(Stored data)

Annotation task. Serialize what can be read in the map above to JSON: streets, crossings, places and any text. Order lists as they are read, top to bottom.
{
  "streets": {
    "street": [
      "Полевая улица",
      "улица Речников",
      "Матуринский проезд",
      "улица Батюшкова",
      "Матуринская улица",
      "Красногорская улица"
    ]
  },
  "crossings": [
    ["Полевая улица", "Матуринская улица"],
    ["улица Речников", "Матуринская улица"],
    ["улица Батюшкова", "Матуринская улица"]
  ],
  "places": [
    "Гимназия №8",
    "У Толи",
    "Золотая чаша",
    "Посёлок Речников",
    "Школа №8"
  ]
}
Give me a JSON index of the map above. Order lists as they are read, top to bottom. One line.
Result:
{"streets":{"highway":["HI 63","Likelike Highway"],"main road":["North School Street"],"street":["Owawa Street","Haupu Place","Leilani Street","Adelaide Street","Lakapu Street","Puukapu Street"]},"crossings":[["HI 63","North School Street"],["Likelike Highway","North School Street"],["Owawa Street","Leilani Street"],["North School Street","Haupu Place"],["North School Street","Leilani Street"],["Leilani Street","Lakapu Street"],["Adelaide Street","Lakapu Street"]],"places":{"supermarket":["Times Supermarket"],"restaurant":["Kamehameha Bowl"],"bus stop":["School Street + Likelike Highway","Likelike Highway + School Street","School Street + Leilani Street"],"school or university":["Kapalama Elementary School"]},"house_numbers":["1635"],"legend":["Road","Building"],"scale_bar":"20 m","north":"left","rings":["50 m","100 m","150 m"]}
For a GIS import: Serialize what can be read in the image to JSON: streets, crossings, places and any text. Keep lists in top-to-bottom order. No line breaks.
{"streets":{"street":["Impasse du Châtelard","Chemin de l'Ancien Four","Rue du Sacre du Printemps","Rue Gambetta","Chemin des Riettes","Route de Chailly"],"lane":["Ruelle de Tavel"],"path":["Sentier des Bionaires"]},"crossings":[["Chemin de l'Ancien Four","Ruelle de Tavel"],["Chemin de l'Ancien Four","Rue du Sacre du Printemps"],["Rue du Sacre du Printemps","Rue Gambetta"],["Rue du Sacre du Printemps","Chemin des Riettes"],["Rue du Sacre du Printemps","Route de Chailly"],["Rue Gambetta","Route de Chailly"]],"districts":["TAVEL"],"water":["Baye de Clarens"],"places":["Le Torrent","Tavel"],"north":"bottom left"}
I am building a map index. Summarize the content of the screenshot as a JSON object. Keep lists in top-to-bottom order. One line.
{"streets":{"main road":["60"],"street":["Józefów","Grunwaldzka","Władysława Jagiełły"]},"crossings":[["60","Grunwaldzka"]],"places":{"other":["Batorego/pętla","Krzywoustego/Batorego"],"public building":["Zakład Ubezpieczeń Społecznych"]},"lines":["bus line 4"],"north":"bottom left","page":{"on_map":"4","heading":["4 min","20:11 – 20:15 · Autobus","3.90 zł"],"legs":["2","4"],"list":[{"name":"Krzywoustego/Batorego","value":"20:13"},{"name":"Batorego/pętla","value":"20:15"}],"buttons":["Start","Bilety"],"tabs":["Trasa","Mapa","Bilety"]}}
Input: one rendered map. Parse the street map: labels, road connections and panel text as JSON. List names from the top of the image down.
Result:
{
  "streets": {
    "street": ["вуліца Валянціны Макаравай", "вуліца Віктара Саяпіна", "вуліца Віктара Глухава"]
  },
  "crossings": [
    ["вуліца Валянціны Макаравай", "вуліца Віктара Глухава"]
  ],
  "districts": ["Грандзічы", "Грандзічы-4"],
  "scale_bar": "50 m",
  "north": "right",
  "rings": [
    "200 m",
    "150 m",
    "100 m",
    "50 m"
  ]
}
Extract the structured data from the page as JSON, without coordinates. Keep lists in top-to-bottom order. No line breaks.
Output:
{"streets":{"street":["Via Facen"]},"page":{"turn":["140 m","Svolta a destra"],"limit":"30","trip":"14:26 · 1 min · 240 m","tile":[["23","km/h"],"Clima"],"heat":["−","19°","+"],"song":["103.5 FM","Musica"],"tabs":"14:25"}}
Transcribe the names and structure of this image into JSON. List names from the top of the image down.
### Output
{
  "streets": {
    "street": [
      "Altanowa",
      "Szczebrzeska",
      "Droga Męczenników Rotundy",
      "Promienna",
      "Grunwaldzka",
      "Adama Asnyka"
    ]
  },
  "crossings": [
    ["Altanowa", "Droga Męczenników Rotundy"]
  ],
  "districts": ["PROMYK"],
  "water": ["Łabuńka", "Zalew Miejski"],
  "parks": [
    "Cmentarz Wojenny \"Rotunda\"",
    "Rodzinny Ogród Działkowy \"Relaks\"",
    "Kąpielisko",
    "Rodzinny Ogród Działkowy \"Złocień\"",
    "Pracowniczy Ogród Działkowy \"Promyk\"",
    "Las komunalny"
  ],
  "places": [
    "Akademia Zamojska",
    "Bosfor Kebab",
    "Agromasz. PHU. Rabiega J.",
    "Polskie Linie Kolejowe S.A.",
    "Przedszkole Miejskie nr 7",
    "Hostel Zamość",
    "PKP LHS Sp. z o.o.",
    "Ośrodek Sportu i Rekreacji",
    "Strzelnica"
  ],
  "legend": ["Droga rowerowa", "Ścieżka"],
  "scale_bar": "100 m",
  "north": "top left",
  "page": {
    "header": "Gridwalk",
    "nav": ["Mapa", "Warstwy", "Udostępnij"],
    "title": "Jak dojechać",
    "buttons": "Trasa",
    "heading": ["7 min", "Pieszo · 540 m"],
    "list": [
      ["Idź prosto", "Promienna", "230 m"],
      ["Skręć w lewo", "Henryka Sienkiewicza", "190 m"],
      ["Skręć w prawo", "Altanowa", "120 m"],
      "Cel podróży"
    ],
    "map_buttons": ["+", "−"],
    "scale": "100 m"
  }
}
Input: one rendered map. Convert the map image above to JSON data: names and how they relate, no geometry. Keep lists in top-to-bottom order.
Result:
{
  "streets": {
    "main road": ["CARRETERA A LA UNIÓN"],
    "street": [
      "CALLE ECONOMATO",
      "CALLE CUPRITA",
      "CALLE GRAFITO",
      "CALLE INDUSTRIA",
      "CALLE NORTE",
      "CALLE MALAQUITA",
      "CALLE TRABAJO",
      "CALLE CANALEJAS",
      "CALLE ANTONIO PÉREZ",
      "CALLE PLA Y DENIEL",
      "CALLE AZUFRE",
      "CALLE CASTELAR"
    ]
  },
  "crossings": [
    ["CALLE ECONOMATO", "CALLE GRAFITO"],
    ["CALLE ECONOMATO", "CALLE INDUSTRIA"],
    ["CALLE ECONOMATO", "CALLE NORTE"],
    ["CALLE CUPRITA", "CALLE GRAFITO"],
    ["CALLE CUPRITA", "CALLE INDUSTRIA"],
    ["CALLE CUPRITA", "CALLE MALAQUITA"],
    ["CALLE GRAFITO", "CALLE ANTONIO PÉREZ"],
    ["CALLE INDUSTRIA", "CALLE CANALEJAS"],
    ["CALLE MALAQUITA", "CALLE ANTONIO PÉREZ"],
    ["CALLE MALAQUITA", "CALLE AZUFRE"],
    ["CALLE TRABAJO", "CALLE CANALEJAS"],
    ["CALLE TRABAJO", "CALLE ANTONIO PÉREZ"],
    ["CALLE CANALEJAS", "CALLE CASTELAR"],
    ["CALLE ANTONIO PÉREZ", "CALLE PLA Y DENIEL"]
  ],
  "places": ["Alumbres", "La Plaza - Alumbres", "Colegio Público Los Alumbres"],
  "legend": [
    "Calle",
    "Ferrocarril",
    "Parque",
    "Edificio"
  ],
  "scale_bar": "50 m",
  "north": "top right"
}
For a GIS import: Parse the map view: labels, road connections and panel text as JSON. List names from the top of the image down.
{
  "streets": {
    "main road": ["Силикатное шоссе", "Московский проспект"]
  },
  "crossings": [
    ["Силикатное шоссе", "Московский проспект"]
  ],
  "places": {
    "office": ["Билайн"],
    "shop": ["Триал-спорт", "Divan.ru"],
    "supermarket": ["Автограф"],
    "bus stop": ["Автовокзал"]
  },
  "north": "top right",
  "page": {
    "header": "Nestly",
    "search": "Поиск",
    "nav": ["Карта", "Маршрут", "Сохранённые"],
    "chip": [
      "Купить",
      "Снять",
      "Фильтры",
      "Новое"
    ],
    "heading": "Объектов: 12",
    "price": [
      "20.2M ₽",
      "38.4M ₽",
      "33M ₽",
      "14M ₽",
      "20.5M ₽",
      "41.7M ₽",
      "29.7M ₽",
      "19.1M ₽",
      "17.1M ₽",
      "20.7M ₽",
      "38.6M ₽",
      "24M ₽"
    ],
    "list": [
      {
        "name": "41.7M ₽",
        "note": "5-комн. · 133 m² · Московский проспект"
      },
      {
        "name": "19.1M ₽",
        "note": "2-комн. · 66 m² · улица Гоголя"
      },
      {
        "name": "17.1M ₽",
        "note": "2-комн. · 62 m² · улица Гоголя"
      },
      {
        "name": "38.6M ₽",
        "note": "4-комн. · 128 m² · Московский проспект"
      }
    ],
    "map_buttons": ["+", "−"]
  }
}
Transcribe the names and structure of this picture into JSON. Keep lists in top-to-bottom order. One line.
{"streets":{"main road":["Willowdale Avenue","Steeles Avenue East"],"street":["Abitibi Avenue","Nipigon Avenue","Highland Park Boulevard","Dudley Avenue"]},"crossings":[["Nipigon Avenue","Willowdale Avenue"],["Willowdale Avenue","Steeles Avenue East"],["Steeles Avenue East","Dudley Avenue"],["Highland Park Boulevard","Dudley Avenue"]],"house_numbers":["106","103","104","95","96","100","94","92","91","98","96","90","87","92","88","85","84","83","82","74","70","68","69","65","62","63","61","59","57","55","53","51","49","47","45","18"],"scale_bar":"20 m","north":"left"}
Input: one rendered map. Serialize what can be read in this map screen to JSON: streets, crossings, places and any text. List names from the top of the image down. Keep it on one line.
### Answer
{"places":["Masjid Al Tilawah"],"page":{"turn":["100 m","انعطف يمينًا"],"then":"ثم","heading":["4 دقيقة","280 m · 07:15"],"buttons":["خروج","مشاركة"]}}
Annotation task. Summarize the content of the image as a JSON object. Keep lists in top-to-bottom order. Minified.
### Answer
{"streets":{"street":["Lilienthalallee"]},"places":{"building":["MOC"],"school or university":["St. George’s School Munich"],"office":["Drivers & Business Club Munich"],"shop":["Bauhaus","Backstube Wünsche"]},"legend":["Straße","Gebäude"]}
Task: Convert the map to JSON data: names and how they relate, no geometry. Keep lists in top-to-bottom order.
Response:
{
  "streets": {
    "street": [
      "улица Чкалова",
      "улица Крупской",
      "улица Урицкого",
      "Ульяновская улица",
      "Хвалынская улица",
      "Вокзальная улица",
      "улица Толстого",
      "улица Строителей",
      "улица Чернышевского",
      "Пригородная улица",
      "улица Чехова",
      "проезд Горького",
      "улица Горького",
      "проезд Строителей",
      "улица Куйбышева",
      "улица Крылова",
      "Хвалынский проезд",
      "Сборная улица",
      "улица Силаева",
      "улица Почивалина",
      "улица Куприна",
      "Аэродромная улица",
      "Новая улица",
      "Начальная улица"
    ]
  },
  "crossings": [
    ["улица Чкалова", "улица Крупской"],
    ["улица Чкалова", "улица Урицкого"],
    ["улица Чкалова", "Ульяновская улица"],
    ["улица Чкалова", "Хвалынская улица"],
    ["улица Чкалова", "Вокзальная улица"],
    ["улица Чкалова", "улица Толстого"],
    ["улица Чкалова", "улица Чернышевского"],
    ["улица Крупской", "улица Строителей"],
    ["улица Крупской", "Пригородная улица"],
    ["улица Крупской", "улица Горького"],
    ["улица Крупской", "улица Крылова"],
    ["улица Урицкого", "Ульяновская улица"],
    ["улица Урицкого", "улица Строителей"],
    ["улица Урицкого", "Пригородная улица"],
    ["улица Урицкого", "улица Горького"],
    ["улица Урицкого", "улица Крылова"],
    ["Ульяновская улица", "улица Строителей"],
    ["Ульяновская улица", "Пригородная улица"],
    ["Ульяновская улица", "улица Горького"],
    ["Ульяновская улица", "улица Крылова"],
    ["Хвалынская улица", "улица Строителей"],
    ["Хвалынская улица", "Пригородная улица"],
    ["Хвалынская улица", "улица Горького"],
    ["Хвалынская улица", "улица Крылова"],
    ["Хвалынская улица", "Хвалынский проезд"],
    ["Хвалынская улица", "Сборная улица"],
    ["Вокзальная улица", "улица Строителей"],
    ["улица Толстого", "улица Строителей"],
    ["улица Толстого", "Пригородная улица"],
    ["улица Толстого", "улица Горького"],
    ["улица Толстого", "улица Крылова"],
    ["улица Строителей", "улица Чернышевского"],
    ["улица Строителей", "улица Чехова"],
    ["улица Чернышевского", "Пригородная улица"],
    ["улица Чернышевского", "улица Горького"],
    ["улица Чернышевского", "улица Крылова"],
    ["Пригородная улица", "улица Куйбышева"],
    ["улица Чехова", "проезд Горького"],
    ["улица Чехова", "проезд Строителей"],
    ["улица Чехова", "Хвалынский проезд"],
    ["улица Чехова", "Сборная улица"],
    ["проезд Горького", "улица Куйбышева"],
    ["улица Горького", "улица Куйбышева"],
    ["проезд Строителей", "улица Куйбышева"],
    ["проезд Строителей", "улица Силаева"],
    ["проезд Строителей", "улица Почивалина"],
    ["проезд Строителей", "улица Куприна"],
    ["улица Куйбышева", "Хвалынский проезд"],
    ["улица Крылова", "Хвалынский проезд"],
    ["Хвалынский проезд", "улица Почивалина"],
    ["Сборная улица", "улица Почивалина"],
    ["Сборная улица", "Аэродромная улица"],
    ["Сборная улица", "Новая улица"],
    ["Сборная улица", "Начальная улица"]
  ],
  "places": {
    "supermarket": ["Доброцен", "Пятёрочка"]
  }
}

__BRIEF__.
Where in the records above does the word "districts" appear? Copy each line that holds it.

__SOLUTION TO THIS PROBLEM__.
{"streets":{"street":["Impasse du Châtelard","Chemin de l'Ancien Four","Rue du Sacre du Printemps","Rue Gambetta","Chemin des Riettes","Route de Chailly"],"lane":["Ruelle de Tavel"],"path":["Sentier des Bionaires"]},"crossings":[["Chemin de l'Ancien Four","Ruelle de Tavel"],["Chemin de l'Ancien Four","Rue du Sacre du Printemps"],["Rue du Sacre du Printemps","Rue Gambetta"],["Rue du Sacre du Printemps","Chemin des Riettes"],["Rue du Sacre du Printemps","Route de Chailly"],["Rue Gambetta","Route de Chailly"]],"districts":["TAVEL"],"water":["Baye de Clarens"],"places":["Le Torrent","Tavel"],"north":"bottom left"}
  "districts": ["Грандзічы", "Грандзічы-4"],
  "districts": ["PROMYK"],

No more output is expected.